Columnist in Business Week Talks About the Hidden Costs of Offshore Programming
BusinessWeek recently published a column written by Christopher Kenton called The Changing Face of Offshore Programming. This is a particularly interesting column because it clearly explains some of the most difficult issues associated with outsourcing development work to other countries. Among the problems Kenton cites:
- Project management: Kenton says, "I've spent a lot more time than I expected in project management, quality assurance, contract issues, and communication. These issues have added significantly to the bottom-line costs of outsourcing."
- Intellectual property protection: Through research, Kenton determined that there are no real international standards for intellectual property protection. Although some extremely large companies try to break projects into discrete pieces so that no one overseas contractor has a comprehensive understanding of the project, that increases project management costs even more.
- Quality control: Kenton has been satisfied overall with the quality of code delivered by overseas programmers. But, he has carefully selected the projects that he sent overseas, and employs state-side developers to help with quality assurance on these projects. Kenton felt almost compelled to do this because: "I don't think it's smart to deliver a code base with comments and variables written in a language you don't understand."
- Cost convergence: On top of everything else, the fully-loaded cost of developers in low-wage countries and those in the United States are converging. This is probably due in part to the huge downward pressure created by all of the recent outsourcing. But, Kenton implies that the cost differential has to be fairly large before it makes sense for most U.S. companies to outsource even non-sensitive projects.

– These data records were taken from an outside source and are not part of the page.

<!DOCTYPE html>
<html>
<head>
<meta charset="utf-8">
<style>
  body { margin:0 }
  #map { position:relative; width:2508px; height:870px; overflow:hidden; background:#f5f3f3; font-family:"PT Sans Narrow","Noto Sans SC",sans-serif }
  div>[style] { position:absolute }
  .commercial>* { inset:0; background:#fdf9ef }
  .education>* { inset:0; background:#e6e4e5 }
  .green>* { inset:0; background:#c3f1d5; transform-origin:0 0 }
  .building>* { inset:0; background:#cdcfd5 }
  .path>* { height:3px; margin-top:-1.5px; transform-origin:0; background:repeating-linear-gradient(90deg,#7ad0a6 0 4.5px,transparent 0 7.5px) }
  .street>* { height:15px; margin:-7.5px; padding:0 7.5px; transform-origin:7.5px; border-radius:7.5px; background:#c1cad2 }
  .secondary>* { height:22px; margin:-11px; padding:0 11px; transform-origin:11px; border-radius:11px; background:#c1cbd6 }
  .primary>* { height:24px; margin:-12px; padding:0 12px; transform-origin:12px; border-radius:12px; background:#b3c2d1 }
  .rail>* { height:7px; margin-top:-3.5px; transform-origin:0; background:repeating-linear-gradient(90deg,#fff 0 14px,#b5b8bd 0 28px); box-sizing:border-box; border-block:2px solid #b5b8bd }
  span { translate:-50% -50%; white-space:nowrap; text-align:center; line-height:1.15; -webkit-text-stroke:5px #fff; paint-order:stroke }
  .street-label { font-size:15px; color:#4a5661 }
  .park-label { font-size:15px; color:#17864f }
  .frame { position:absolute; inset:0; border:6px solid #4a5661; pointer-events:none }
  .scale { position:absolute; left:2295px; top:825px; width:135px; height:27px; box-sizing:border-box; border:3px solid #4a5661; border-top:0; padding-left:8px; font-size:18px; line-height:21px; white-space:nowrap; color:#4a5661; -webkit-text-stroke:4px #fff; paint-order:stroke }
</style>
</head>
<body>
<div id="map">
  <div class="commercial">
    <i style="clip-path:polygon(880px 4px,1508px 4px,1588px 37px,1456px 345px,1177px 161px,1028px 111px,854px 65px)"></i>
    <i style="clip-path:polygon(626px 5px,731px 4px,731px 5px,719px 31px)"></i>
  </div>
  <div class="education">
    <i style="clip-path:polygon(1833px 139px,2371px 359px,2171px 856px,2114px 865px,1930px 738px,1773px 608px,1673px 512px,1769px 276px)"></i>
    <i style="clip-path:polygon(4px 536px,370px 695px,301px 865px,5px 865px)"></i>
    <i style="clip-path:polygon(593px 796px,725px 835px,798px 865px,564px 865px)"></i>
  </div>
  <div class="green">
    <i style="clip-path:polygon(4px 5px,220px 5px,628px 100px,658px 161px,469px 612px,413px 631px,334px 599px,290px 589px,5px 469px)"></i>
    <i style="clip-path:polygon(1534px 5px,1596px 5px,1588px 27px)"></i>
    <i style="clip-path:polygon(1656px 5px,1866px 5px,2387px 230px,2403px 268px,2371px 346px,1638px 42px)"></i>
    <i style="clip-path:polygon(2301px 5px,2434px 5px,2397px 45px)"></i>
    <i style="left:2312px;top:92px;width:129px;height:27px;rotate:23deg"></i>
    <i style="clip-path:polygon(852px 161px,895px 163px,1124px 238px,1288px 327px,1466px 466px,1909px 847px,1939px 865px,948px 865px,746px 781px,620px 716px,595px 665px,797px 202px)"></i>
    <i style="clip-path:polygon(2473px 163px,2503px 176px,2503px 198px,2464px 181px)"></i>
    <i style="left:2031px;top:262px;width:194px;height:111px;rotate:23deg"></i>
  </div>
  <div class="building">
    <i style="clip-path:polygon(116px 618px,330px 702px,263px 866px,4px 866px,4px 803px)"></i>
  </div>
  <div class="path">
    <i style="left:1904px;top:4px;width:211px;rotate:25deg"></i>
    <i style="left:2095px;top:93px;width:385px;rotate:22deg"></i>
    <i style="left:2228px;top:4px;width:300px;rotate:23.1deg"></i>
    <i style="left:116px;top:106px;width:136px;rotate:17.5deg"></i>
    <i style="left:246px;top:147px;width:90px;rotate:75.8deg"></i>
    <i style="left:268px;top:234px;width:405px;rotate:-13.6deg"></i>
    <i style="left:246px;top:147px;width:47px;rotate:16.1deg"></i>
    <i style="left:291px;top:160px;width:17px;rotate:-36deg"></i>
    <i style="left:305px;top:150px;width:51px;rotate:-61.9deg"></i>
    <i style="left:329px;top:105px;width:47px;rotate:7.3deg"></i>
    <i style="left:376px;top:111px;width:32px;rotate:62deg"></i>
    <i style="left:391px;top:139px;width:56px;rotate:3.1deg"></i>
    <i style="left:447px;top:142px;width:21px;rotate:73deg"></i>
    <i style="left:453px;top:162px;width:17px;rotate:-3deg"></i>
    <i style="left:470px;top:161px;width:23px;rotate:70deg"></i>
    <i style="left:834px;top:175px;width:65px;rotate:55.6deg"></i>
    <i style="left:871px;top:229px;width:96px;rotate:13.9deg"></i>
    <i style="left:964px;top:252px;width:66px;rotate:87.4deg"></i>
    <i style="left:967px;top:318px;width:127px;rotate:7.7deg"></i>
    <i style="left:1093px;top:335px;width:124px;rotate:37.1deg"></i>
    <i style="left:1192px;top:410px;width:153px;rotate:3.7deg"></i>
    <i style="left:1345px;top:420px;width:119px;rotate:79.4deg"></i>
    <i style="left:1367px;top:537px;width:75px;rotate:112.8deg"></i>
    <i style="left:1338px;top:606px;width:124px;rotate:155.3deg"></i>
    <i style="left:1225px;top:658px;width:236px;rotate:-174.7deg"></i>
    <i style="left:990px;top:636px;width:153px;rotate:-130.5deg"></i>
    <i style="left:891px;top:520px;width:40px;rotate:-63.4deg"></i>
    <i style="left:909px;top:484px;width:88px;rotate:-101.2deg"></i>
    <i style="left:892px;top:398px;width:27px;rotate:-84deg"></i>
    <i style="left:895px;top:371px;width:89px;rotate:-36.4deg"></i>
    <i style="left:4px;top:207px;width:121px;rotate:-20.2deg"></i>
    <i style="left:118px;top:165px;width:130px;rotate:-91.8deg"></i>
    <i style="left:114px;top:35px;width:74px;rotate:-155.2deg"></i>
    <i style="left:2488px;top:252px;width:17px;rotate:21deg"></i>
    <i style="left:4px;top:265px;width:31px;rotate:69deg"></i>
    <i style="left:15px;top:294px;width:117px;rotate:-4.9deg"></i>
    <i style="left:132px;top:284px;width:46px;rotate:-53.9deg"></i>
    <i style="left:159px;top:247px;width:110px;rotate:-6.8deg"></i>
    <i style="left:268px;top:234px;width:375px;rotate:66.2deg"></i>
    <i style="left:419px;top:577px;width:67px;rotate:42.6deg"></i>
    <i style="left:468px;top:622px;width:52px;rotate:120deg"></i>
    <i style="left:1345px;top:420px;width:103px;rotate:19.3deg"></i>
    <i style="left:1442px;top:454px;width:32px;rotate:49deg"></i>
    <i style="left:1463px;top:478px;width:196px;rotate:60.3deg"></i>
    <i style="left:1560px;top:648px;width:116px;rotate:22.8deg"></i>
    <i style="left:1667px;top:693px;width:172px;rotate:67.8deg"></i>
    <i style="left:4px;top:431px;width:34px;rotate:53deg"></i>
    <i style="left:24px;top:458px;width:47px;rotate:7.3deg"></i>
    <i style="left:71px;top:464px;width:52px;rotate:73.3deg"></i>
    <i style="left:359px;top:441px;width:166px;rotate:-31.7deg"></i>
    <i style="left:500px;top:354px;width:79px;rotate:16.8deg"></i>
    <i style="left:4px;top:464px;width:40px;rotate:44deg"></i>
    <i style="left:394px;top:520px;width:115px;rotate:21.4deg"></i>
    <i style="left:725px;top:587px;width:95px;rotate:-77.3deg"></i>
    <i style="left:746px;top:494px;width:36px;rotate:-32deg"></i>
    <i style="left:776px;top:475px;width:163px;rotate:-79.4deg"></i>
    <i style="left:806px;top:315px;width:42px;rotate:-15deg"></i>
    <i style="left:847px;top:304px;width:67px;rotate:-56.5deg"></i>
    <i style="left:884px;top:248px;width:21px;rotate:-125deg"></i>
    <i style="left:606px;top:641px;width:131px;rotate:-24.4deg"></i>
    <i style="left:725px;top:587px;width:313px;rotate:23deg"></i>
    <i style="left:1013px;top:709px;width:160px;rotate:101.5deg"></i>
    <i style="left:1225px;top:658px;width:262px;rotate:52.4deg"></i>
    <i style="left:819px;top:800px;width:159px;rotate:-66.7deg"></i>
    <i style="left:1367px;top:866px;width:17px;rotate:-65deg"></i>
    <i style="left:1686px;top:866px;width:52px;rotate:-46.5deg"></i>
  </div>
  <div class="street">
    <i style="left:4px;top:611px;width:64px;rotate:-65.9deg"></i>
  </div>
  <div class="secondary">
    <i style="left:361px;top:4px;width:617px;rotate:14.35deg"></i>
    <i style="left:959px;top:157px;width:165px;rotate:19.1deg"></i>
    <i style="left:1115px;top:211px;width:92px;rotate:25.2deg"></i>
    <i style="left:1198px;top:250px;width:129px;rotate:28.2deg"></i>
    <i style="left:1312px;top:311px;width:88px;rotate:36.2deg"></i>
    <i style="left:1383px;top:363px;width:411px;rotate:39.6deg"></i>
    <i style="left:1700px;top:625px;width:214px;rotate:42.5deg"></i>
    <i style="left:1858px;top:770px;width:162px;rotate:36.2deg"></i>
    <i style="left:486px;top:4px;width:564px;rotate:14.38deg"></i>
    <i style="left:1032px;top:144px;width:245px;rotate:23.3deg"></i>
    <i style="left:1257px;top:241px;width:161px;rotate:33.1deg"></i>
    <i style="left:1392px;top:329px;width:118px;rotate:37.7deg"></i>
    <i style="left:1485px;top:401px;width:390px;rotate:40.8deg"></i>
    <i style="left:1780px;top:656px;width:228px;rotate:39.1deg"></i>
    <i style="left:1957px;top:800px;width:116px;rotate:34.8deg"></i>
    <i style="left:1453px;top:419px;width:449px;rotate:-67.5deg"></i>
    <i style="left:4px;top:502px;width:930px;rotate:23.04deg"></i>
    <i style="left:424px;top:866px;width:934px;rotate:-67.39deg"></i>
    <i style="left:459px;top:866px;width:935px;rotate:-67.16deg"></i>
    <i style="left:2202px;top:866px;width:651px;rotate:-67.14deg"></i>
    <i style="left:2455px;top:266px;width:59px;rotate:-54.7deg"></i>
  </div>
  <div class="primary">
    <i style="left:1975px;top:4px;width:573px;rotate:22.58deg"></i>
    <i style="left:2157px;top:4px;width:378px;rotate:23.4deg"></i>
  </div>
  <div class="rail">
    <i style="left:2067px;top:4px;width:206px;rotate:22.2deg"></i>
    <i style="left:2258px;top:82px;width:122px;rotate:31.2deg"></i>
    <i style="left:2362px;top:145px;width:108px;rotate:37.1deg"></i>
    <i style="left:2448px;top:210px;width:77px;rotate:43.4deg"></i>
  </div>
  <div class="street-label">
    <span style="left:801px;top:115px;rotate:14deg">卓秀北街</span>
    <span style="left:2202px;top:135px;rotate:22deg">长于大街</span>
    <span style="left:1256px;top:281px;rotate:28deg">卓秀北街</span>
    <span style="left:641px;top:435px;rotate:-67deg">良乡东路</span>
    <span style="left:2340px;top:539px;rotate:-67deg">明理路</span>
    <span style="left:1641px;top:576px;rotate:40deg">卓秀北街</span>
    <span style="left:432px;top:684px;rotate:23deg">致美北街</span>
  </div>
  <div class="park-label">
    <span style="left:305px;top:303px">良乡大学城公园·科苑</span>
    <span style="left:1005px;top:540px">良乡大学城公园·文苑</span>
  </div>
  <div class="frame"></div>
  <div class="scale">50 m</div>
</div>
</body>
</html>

Another critical element that needs to be considered is what will happen to cost and availability of programming resources as demand increases through the economic recovery? There are still a lot of well qualified American software developers on the bench. Our guess is that a large number of them will go back to work at some point in the next 18 months, if they haven't taken a job outside the industry and want to keep writing software. Will developer salaries and billing rates continue to trend down from where they are, or do current market prices reflect an over-correction?